··· THE DATA

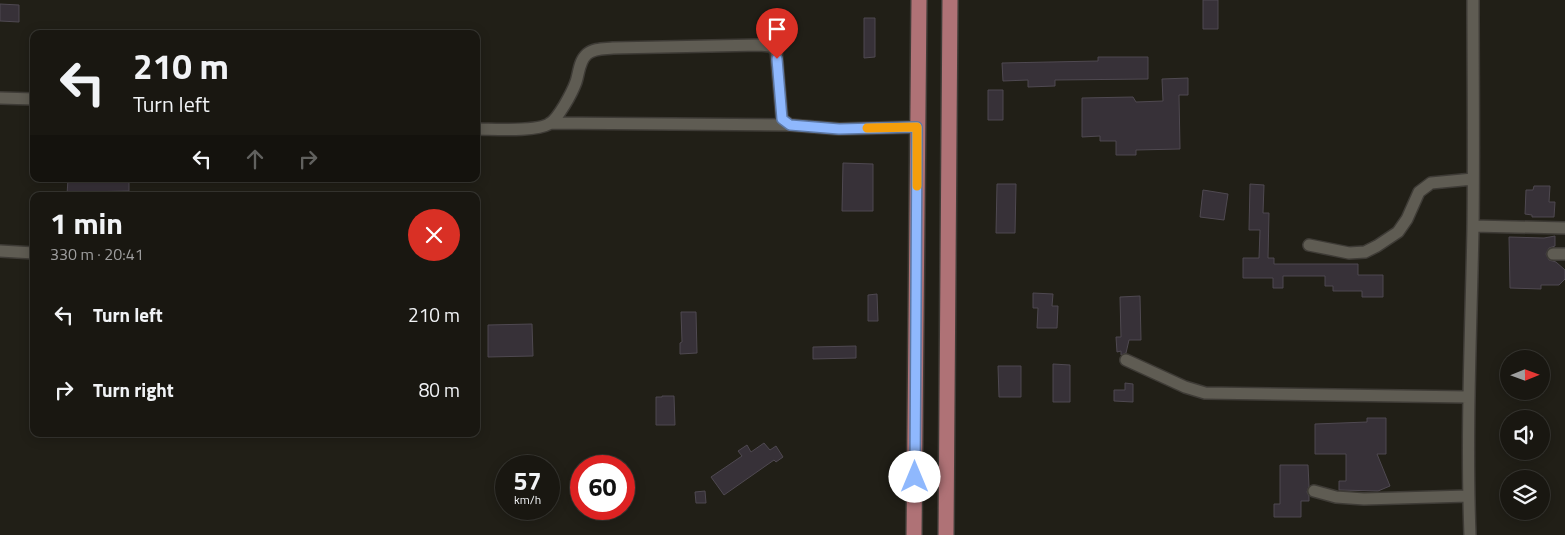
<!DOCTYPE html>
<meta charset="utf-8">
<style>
body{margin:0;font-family:"Titillium Web",sans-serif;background:#22201a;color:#f1f3f6;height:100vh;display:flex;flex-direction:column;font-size:19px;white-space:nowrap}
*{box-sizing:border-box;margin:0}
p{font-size:16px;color:#9f9f9f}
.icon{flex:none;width:28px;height:28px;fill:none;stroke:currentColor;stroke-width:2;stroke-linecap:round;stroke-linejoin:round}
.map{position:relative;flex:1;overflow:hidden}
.panel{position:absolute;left:30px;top:192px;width:450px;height:245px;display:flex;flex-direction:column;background:#191711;border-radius:10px;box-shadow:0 2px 12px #0003,0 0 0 1px #373631}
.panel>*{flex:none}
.banner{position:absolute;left:30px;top:30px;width:450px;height:152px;border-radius:10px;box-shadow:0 2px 12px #0003,0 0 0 1px #373631;background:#191711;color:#f1f3f6;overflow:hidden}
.needle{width:32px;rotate:89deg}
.tools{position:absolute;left:1500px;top:350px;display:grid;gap:10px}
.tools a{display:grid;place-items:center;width:50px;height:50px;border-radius:50%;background:#191711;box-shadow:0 2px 12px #0003,0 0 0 1px #373631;font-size:25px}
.speed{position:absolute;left:495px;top:455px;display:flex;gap:10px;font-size:25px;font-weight:700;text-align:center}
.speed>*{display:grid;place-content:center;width:65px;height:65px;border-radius:50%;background:#191711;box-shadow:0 2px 12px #0003,0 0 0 1px #373631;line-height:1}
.speed small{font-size:12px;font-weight:400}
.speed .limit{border:8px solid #d22;background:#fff;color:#111}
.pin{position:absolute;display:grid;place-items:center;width:42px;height:42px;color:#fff;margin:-51px -21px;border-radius:50% 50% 50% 0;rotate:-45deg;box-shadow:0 0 5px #0007}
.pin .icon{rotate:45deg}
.me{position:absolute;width:55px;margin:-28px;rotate:0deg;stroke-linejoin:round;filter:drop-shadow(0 0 4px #0008)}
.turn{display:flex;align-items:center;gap:18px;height:105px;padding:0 20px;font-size:22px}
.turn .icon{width:65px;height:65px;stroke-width:2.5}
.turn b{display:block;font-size:35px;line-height:42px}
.lanes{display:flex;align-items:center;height:48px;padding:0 20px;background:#0003;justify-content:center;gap:25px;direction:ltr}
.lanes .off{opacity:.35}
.round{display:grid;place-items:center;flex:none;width:52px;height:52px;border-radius:26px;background:#22201a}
.headline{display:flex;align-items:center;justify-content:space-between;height:85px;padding:0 20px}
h1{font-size:30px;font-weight:700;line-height:38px}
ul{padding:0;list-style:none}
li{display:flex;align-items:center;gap:15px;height:75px;padding:0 20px}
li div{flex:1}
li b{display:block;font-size:19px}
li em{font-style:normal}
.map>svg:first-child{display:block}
.building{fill:#373138;stroke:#4f4951}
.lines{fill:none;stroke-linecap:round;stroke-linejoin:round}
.minor-casing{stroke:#3e3b36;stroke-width:14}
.major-casing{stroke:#3e3b36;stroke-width:18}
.minor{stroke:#5f5c53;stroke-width:11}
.major{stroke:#af7276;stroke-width:15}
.route-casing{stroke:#5d78a4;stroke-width:12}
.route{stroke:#8fb8fd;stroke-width:9}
.slow{stroke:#f59e0b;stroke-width:9}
</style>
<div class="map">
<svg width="1565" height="535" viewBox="0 0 1565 535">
<rect width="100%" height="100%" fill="#211f17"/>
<!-- building -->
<path class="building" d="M1203,0H1218V29H1203Z
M0,4L19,5V22L0,21Z
M864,18H875V57L864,58Z
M1098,57H1148V79L1055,80V86L1028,87V80L1003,81L1002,63L1098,61Z
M1188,78V95H1179L1180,149L1136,150V155H1116V141H1100V136L1082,137V98L1133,97L1136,102L1163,101L1162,79Z
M988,90H1003V120H988Z
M843,163L873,164V211H842Z
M68,179H129V191L84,192V195H67Z
M997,184H1016L1015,233H996Z
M1250,184L1264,185L1263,213H1269L1268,258H1274V264H1358V275H1383V297H1362V291H1333V286H1325V276H1283V288H1273V278H1243V258H1259L1260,230H1249Z
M1534,186H1550L1549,202H1555L1554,217H1532V215L1525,214L1526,190H1533Z
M1203,190L1228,194L1224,220L1200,217Z
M1555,236V246L1549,248L1546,254L1549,260L1556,262L1565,270V279L1559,285H1541V289L1510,288L1509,237L1544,238Z
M1033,293L1053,294L1052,306H1058L1057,328H1037L1038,308H1033Z
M877,294L878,321H868V295Z
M1140,296L1141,340H1129L1126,353L1121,355V351L1117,352L1116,337H1121L1120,297Z
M681,312H696L697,353L680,354V343L682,342Z
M532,324L533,356L488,357V325Z
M856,346V358L813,359V347Z
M1053,364L1070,365V402H1053Z
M998,366H1021V397H999Z
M1125,383L1133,384V402L1114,401V390H1125Z
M662,396H674L675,425H656V397H662Z
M1367,418H1386V454H1377L1390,486L1378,491L1339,490V481H1346V454H1315V424L1367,422Z
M764,443L770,450L776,446L783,457L776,462L774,460L724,495L711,477L742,456L738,451L747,445L751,452Z
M1280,465H1308L1309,486L1307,492L1309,496V501H1301V517H1274V504H1280Z
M705,491L706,503H696L695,492Z"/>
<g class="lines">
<!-- minor casing -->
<g class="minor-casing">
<path id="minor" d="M0,98L34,99
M550,123L790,125
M476,129C494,129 535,132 549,124C558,119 572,93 576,82C579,73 579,61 587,54C594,48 605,49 613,48L760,45L770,46L776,50L782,119L790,125L839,129L917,127
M1473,226L1565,228
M1309,245L1349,253L1365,252L1377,246L1398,232L1407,219L1419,192L1431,183L1473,179
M0,251L34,253
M1553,254H1565
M1126,360L1185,387L1205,393L1468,397
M1314,491L1336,497L1364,499L1468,496
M1470,535C1466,433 1471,330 1473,228C1474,152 1473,76 1473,0"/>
</g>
<!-- major casing -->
<g class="major-casing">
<path id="major" d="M914,535L919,0
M946,535L950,0"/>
</g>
<!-- minor -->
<use href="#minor" class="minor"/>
<!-- major -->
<use href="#major" class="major"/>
</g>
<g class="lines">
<!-- route casing -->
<g class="route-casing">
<path id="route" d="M777,59L782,119L790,125L839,129L917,127L915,477"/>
</g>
<!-- route -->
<use href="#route" class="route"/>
<!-- slow -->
<path class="slow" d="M867,128L917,127V186"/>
</g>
</svg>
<div class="tools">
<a><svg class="needle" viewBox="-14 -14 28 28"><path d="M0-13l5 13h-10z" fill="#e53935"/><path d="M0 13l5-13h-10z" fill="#9f9f9f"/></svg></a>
<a><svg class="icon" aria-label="sound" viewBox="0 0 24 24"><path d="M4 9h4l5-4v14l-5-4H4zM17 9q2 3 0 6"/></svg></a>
<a><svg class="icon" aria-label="layers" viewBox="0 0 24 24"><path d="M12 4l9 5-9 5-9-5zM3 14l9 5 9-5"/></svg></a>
</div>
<div class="speed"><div>57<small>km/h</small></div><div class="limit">60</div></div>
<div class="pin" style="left:777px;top:59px;background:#d93025"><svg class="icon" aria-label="arrive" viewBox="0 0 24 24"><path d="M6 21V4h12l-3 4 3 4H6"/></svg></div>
<svg class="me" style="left:915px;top:477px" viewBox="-20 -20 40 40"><circle r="19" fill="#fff"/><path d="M0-13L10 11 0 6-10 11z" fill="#8fb8fd"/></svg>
<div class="banner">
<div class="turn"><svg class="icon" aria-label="left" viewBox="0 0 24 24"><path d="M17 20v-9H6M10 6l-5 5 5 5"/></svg><div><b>210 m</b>Turn left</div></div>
<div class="lanes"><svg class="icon" aria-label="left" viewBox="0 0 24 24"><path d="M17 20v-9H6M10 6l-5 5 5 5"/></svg><svg class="icon off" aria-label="ahead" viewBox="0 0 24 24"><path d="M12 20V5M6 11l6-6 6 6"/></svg><svg class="icon off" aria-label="right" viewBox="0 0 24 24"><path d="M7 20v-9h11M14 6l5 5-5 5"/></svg></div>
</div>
<section class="panel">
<div class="headline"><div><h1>1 min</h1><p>330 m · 20:41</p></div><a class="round" style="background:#d93025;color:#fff"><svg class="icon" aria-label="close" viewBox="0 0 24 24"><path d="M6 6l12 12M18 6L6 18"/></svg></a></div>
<ul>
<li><svg class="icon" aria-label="left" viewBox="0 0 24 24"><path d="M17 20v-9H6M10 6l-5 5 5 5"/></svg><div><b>Turn left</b></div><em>210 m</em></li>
<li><svg class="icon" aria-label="right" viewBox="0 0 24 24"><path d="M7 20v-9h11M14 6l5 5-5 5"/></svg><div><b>Turn right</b></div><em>80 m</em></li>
</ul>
</section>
</div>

······

State how many lines of the entries include the word "hidden", giving that number by itself.

2